Images excluded, return every record exactly as it reads.

[Records drawn from a dataset]
=== Begin Enclosure ===

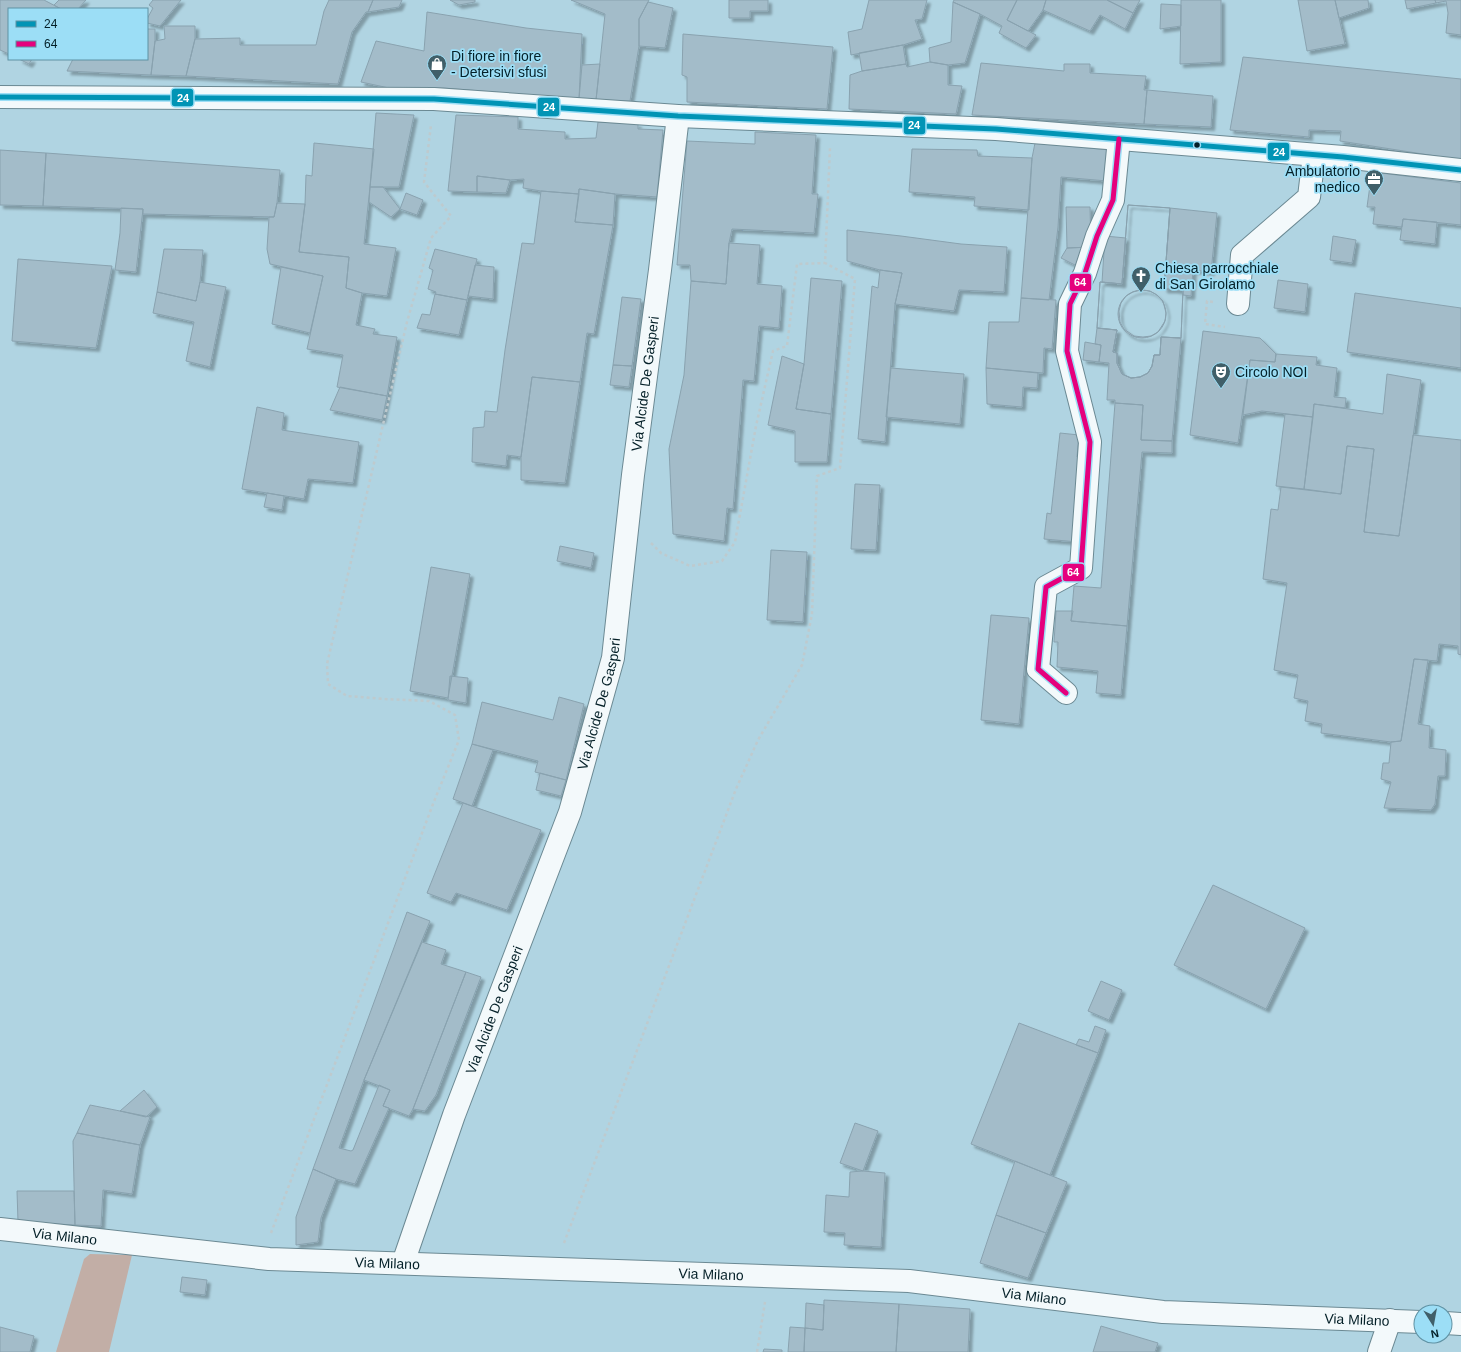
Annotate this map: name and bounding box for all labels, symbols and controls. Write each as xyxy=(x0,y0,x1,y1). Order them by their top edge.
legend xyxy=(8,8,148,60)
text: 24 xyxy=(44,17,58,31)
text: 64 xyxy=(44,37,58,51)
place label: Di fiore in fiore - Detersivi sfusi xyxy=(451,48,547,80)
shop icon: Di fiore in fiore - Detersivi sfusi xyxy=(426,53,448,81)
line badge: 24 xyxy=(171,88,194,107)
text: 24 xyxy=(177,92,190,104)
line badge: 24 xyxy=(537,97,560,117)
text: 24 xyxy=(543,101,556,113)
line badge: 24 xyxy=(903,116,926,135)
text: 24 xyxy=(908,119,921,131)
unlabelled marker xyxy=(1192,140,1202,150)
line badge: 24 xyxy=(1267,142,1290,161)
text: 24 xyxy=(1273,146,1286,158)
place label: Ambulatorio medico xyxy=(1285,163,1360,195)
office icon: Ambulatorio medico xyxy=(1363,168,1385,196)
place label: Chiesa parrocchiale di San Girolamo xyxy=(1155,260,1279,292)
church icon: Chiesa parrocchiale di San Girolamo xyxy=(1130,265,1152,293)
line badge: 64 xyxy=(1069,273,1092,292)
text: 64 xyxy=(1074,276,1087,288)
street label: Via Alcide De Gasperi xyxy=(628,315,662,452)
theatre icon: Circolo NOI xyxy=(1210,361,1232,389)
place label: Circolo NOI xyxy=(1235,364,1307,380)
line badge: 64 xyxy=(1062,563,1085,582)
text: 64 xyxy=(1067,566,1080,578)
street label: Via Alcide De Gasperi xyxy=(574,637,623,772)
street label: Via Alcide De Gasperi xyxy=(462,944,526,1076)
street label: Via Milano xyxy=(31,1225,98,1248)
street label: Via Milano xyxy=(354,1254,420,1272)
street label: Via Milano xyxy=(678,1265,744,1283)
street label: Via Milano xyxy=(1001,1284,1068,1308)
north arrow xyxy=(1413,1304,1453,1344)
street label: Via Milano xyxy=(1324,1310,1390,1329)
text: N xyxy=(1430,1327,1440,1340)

=== End Enclosure ===

• [Task response]:
Annotate this map: name and bounding box for all labels, symbols and controls. Write each as xyxy=(x0,y0,x1,y1). Order them by their top edge.
legend xyxy=(8,8,148,60)
text: 24 xyxy=(44,17,58,31)
text: 64 xyxy=(44,37,58,51)
place label: Di fiore in fiore - Detersivi sfusi xyxy=(451,48,547,80)
shop icon: Di fiore in fiore - Detersivi sfusi xyxy=(426,53,448,81)
line badge: 24 xyxy=(171,88,194,107)
text: 24 xyxy=(177,92,190,104)
line badge: 24 xyxy=(537,97,560,117)
text: 24 xyxy=(543,101,556,113)
line badge: 24 xyxy=(903,116,926,135)
text: 24 xyxy=(908,119,921,131)
unlabelled marker xyxy=(1192,140,1202,150)
line badge: 24 xyxy=(1267,142,1290,161)
text: 24 xyxy=(1273,146,1286,158)
place label: Ambulatorio medico xyxy=(1285,163,1360,195)
office icon: Ambulatorio medico xyxy=(1363,168,1385,196)
place label: Chiesa parrocchiale di San Girolamo xyxy=(1155,260,1279,292)
church icon: Chiesa parrocchiale di San Girolamo xyxy=(1130,265,1152,293)
line badge: 64 xyxy=(1069,273,1092,292)
text: 64 xyxy=(1074,276,1087,288)
street label: Via Alcide De Gasperi xyxy=(628,315,662,452)
theatre icon: Circolo NOI xyxy=(1210,361,1232,389)
place label: Circolo NOI xyxy=(1235,364,1307,380)
line badge: 64 xyxy=(1062,563,1085,582)
text: 64 xyxy=(1067,566,1080,578)
street label: Via Alcide De Gasperi xyxy=(574,637,623,772)
street label: Via Alcide De Gasperi xyxy=(462,944,526,1076)
street label: Via Milano xyxy=(31,1225,98,1248)
street label: Via Milano xyxy=(354,1254,420,1272)
street label: Via Milano xyxy=(678,1265,744,1283)
street label: Via Milano xyxy=(1001,1284,1068,1308)
north arrow xyxy=(1413,1304,1453,1344)
street label: Via Milano xyxy=(1324,1310,1390,1329)
text: N xyxy=(1430,1327,1440,1340)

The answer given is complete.